How to Reduce the Clinician Stress of Patient Transports

By Halley Herndon, RN, Senior Clinical Consultant, Philips Capsule
Twitter: @capsule_tech

As an emergency nurse, I can attest that patient transports of critically ill patients can be stressful.

Every clinician on a transport is aware that unexpected events could occur in an elevator or hallway, even if the destination is only a few minutes away. Most transports, thankfully, go without incident. But, in those instances when adverse events do occur, stress levels elevate, as each passing second holds heightened importance in the wellbeing of the patient. Everyone involved in that transport, typically two nurses, and perhaps a respiratory therapist addresses the immediate medical emergency to stabilize the patient.

During these intense moments, if we can spare a second, we scribble down the patient’s vital signs data on any nearby sheet of paper, the bed sheets, or our scrubs so we can inform clinicians at the next location.

That means sometimes data from monitoring devices used during transport is typically lost because the devices were not connected to the network and the associated downstream systems. If the patient is stabilized and able to continue to the next care location, the transport information is then typically incomplete because nurses were understandably more focused on saving a patient’s life.

Yet automatically capturing that monitoring data during transport is possible and can be utilized to ease the nurses’ burden and help clinicians at the next care location deliver continued care. Vital signs data from transports can also help researchers determine what happened to the patient and if such events could be prevented in future transports.

Expect the Unexpected
Unexpected or adverse events during transport are infrequent, but not uncommon. A university hospital study of 262 intra-facility transports, for example, found 26% had an adverse event affecting the critically ill patient, and in 17% of those transports, the adverse event was considered serious, such as oxygen desaturation and hemodynamic instability. A smaller audit of transports from another medical center found 44% of transfers resulted in an incident.

If an event does occur, nurses will stabilize enroute, and the patient will likely need additional interventional care upon arrival. Data lacking from the transport means an incomplete record, resulting in less informed decisions at the next care location. That is part of the reason why, according to a 2017 survey, 78% of physician leaders say incomplete data on patients is the biggest threat to their welfare, while 97% of nurses say having a gap-free patient monitoring data record is essential for good patient care.

Similarly, in a study of EHR users across the hospital, providers working on general medical/surgical departments reported that the highest perceived safety risks associated with the EHR (aside from a system shutdown) were “failure to find or use the most recent patient data” and “incomplete or missing patient data.”

A Gapless Record
Real-time monitoring device data capture into the electronic health record (EHR) and other downstream systems during transport alleviates clinicians from needing to remember and manually input relevant vital signs that occurred, which can be challenging even on uncomplicated transports.

Automated data capture enables a smooth handoff to the next care location where a new care team assumes management. Researchers found after interviewing 49 nurses about transports between the emergency department and the inpatient department that ensuring “continuity of information” between the two teams was one of the most common challenges. Similarly, a random sample of 107 handoffs between the emergency department and the inpatient units found 30% of these transports had defective communication, with authors citing inaccurate or incomplete data as one of the top causes of the communication breakdown.

Improving communication means ensuring clinicians at the next care location have a complete and accurate picture of the patient to support safe decisions and prevent errors.

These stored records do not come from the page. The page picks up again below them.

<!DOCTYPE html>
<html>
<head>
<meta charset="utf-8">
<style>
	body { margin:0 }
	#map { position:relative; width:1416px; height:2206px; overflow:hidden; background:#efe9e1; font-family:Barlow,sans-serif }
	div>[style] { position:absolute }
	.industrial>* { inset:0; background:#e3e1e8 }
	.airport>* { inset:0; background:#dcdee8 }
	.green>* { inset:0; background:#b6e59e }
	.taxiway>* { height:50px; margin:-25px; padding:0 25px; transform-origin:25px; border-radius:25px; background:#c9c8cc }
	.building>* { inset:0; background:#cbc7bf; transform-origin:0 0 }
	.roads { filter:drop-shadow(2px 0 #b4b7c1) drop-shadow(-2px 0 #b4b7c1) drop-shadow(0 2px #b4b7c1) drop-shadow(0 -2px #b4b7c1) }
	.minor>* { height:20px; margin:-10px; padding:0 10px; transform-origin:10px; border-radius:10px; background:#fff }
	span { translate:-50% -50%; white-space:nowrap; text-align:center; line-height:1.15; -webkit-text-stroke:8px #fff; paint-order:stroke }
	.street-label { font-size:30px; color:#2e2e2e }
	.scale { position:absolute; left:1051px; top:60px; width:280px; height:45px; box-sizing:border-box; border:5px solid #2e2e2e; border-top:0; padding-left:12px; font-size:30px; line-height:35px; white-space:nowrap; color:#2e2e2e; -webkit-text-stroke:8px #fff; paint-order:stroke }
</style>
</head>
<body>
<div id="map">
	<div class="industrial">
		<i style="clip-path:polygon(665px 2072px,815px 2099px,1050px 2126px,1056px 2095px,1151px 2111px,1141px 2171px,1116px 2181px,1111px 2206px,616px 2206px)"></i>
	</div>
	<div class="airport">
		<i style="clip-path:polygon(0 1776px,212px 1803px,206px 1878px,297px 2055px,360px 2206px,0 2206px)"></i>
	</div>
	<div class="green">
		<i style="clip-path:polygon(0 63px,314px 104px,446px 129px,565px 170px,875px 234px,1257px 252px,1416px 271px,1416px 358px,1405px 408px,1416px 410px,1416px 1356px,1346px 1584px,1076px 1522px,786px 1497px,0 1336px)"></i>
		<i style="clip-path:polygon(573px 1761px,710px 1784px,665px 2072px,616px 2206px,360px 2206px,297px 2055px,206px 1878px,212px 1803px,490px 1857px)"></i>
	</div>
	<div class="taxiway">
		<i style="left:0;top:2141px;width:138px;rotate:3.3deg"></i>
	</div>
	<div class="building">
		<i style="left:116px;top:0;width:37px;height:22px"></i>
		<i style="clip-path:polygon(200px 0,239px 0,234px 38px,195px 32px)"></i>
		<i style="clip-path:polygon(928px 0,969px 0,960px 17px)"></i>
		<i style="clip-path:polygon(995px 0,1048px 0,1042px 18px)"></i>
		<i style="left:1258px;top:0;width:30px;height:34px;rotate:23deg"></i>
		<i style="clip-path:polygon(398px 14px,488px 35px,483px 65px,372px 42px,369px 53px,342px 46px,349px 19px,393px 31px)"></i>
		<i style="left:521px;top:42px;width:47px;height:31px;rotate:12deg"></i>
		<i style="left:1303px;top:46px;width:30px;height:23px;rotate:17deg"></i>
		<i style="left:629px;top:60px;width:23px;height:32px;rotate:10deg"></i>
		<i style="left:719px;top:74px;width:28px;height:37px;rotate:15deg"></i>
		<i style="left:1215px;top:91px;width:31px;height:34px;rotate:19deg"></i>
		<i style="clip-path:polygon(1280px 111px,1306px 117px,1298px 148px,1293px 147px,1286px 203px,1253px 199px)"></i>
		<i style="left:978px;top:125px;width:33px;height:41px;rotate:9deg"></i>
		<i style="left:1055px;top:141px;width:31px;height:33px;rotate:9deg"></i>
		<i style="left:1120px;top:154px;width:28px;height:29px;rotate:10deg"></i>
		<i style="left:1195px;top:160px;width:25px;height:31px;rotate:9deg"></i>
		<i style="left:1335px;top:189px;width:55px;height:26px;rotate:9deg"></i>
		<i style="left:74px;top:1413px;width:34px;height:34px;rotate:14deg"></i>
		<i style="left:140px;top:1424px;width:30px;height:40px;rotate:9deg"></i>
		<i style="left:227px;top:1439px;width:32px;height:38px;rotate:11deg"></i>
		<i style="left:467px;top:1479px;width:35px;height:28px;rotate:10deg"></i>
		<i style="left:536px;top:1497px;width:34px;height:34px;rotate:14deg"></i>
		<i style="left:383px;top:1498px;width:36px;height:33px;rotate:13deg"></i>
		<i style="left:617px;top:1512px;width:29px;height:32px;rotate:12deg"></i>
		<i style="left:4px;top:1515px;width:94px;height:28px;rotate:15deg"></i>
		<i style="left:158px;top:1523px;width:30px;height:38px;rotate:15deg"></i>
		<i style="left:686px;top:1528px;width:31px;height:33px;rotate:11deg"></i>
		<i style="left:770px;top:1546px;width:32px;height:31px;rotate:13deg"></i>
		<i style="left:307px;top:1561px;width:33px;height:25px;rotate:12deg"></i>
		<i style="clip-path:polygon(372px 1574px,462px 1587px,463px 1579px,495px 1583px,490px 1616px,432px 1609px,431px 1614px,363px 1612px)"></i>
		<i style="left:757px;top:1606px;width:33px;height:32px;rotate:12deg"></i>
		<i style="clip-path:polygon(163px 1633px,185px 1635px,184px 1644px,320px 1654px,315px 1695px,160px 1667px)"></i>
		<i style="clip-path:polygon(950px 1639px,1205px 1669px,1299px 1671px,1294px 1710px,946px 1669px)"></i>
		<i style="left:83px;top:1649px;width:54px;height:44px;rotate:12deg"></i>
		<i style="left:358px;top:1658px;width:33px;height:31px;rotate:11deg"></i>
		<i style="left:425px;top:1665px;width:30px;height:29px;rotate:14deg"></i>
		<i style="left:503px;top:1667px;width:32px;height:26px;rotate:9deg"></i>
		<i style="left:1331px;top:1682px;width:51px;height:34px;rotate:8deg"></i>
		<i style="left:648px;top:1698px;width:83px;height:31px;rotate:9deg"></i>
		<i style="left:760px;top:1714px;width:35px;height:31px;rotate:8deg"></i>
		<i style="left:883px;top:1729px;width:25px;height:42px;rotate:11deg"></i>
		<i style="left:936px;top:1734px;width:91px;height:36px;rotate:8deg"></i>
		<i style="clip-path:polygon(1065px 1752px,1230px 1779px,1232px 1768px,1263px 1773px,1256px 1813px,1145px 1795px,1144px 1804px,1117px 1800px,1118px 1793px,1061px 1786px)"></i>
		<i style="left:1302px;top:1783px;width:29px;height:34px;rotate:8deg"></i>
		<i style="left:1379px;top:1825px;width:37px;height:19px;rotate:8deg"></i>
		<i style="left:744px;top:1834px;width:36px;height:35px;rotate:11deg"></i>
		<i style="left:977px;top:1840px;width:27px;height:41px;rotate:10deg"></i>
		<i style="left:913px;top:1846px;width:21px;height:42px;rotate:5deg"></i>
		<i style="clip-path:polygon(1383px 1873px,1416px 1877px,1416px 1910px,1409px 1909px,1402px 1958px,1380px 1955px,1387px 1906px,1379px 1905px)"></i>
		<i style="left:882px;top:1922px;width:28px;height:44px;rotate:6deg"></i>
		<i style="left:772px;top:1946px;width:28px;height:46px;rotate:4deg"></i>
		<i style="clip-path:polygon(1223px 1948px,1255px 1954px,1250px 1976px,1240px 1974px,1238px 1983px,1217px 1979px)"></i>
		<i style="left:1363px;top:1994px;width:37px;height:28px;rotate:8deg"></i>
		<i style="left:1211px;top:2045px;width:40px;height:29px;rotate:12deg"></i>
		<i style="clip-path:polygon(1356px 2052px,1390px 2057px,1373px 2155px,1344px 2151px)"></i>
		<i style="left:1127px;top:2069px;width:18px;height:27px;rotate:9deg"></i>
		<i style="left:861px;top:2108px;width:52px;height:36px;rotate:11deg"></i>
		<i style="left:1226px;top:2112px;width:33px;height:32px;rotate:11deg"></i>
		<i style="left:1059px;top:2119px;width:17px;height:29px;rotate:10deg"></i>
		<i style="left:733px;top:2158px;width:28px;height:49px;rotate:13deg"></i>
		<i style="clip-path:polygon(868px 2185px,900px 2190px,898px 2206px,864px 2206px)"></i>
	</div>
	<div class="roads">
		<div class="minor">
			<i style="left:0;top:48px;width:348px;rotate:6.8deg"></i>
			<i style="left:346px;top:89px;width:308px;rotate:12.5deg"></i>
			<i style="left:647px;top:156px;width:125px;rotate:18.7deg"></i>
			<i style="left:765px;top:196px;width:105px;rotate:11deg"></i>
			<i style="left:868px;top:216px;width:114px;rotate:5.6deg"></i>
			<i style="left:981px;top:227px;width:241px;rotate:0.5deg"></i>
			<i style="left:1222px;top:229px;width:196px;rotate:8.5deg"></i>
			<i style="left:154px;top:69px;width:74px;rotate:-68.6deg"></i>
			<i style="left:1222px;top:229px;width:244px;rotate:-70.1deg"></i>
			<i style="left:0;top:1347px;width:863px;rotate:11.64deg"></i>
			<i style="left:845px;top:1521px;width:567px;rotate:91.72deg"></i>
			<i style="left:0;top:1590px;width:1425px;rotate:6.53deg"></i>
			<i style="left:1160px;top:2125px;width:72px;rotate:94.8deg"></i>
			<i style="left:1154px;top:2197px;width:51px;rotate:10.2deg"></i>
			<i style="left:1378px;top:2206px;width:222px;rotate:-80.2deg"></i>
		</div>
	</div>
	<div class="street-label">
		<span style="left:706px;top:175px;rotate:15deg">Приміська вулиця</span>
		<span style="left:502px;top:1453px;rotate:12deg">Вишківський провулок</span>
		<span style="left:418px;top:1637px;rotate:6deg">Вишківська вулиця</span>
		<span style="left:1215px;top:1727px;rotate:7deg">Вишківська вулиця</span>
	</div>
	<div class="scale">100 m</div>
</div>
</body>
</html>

A complete record also supports meaningful research. The first of six questions clinicians conducting research should ask themselves is: “How complete are the data?,” according to a consensus published by a large, international group of experts from 29 medical schools, hospitals and other institutions, including Harvard University, University of Pennsylvania, University of Toronto, Centre de Recherche des Cordeliers in Paris, University Magna Graecia of Catanzaro in Italy, National University of Singapore, and many others. When the patient’s record includes multiple data gaps during transports, it could make that patient ineligible for a study.

Easing Documentation Burden
Although a patient’s health and safety come first, documenting relevant patient monitoring device data during transport is, nonetheless, a challenge for nurses and can contribute to feelings of burnout. Nurses even refer to intrahospital transports of critically ill patients to another department as “a marathon race” due to the stress of what could happen between care locations.

That is why hospitals worldwide utilize medical device integration (MDI) technology that automatically captures and timestamps monitoring device data during the transport to ensure that data is not lost or misremembered. At the next care location, or when reconnected with the hospital network, that data is uploaded to the EHR and downstream systems.

Freeing nurses and other clinicians from manually capturing and reporting the monitoring data can reduce some of their stress while allowing the transport team to maintain a greater focus on the patient instead of documentation, which can enable safe and effective transports and handoffs.